Entre quête de profits et survie d’un peuple
On retrouve dans cette nouvelle enquête de la Police des rennes, la cinquième, le duo de héros Klemet Nango et Nina Nansen. L’action se déroule en Laponie le territoire des Samis. Or, quatre pays se partagent cette région d’une superficie d’environ 400 000 Km². Le romancier évoque le tracé de ces frontières, l’époque où des éleveurs, comme le grand-père de Klemet, avait perdu de précieux pâturages côté finlandais, n’ayant plus suffisamment du côté norvégien pour faire vivre suffisamment de bêtes.

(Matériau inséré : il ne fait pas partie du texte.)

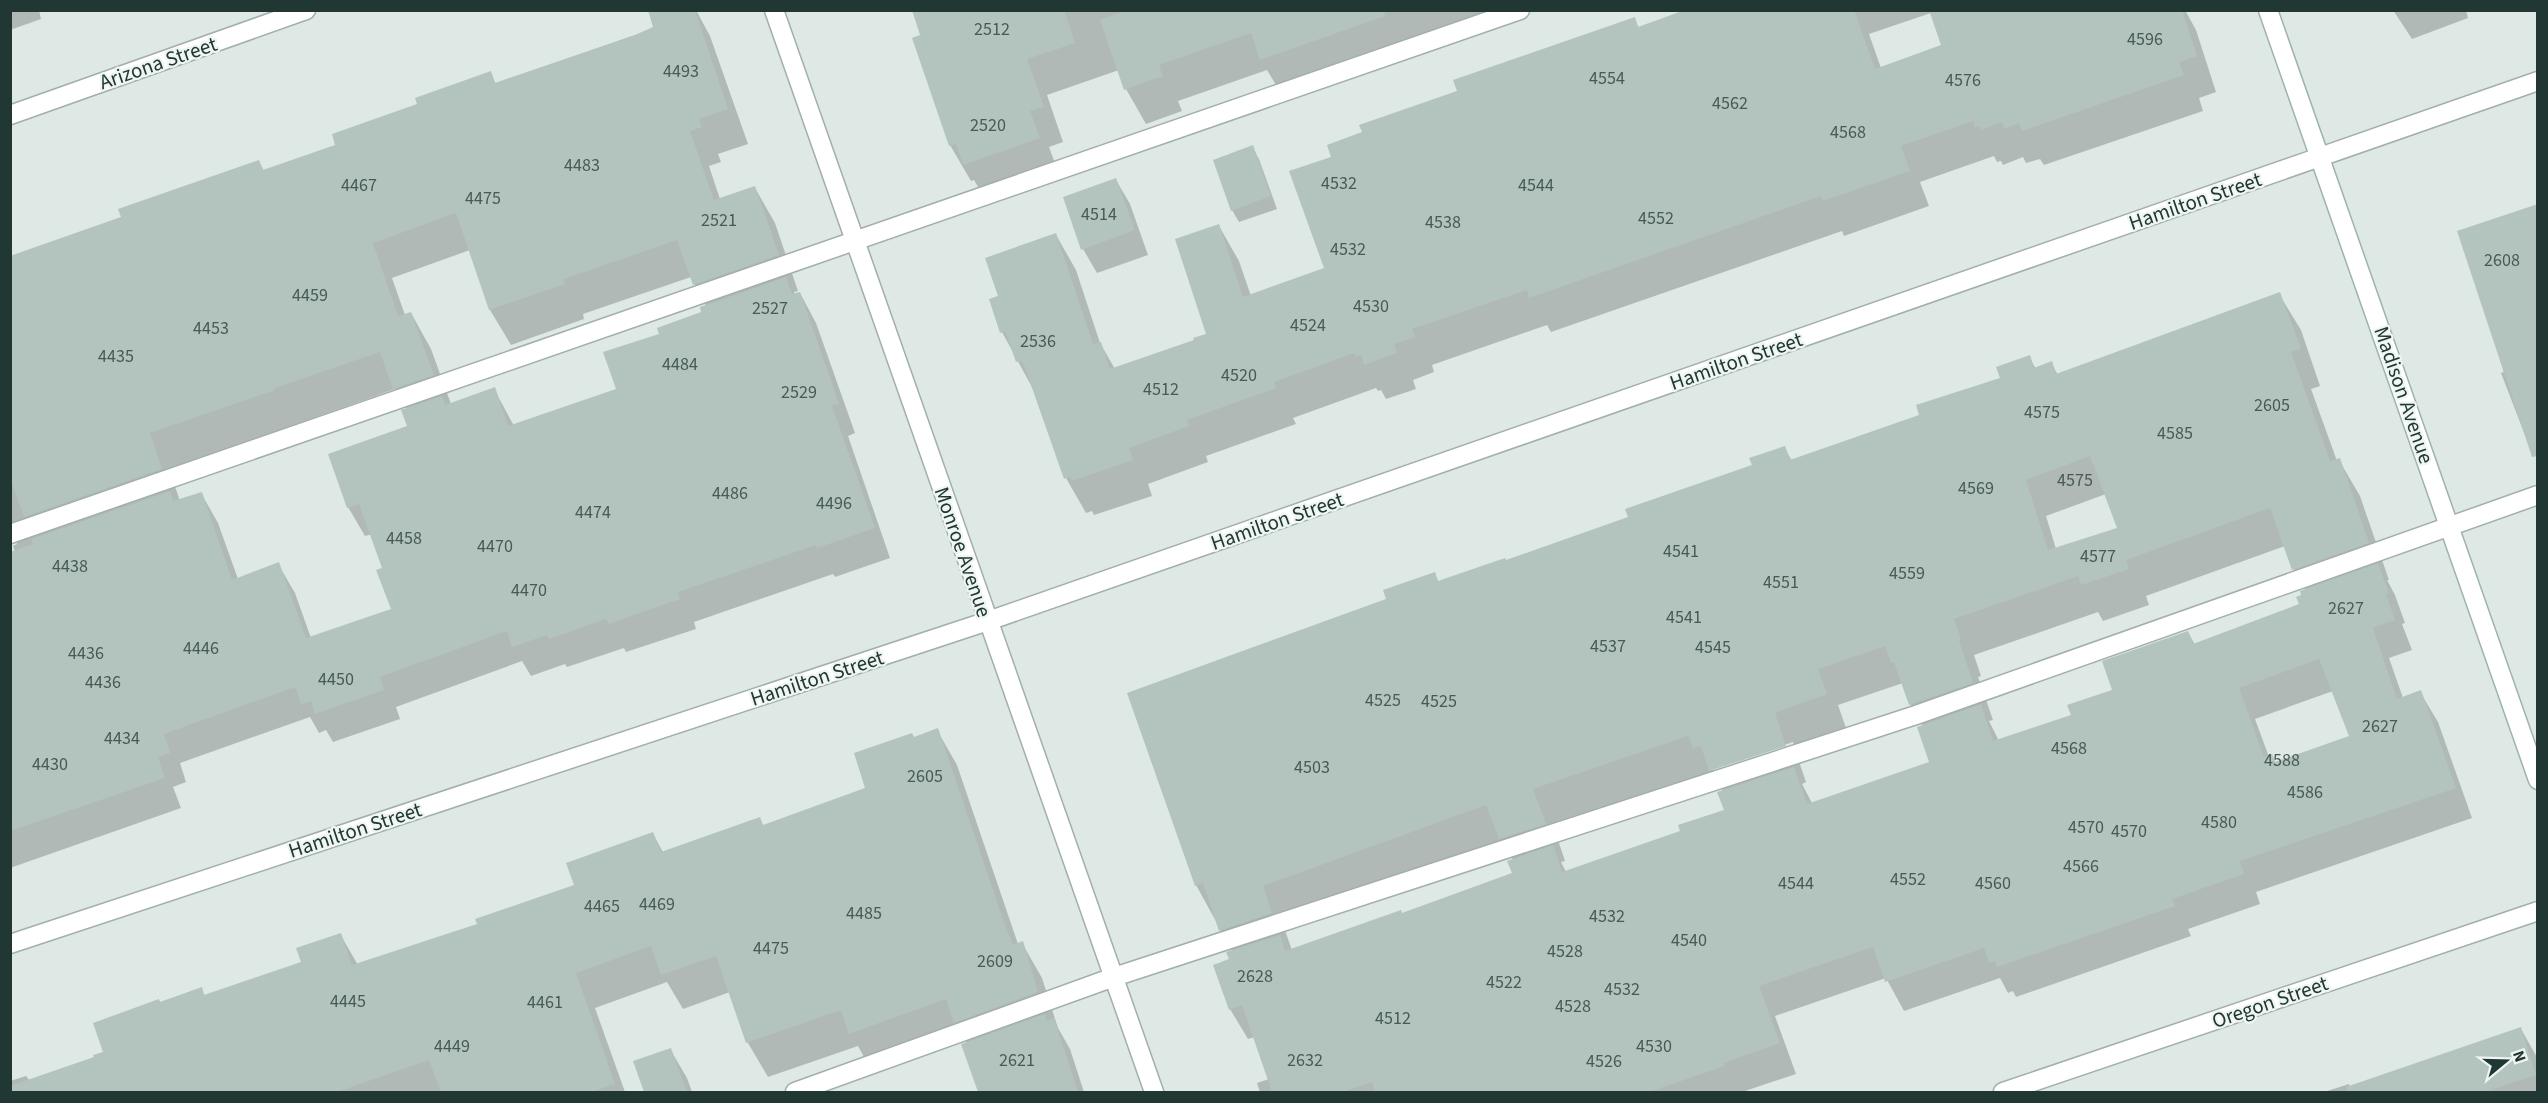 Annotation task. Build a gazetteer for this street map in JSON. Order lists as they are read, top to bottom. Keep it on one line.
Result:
{"streets":{"street":["Arizona Street","Hamilton Street","Madison Avenue","Monroe Avenue","Oregon Street"]},"crossings":[["Hamilton Street","Madison Avenue"],["Hamilton Street","Monroe Avenue"]],"house_numbers":["2512","4596","4493","4554","4576","4562","2520","4568","4483","4532","4467","4544","4475","4514","4552","2521","4538","4532","2608","4459","4530","2527","4524","4453","2536","4435","4484","4520","4512","2529","2605","4575","4585","4575","4569","4486","4496","4474","4458","4470","4541","4577","4438","4559","4551","4470","2627","4541","4537","4545","4446","4436","4450","4436","4525","4525","2627","4434","4568","4588","4430","4503","2605","4586","4580","4570","4570","4566","4552","4544","4560","4469","4465","4485","4532","4540","4475","4528","2609","2628","4522","4532","4445","4461","4528","4512","4449","4530","2621","2632","4526"],"north":"right"}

Le vendredi 23 juin, c’est midsommar, le solstice d’été, 24 heures d’ensoleillement garanti, l’occasion d’une grande fête, de beuveries. Klemet Nango a failli percuter deux fêtards sur un quad. Mais ce sont d’autres raisons qui le mettent en colère. Berit Kutsi, sa vieille amie, lui garde depuis un an une femelle renne en toute illégalité. Or, celle-ci a été découverte par un éleveur.
Anja, la sœur d’un éleveur, est en Laponie suédoise. Elle traque un loup, un animal protégé, mais qui fait des dégâts dans les troupeaux.
Dans les Alpes de Haute-Provence, Joseph Cabanis veille devant les cadavres de ses deux brebis tuées par un loup. Il ne partira pas tant que l’équarrisseur ne les a pas emmenées.
La mine de fer LKAB, la plus profonde et les plus grosse d’Europe, donne du travail aux éleveurs mais impacte les pâturages. Et quand ses prospecteurs découvrent un exceptionnel gisement de terres rares, le gouvernement suédois, propriétaire, va-t-il mettre en balance le sort de quelques éleveurs face à la perspective de profits ?
Et c’est le drame quand un train géant de la mine percute un troupeau et tue quelques dizaines de bêtes.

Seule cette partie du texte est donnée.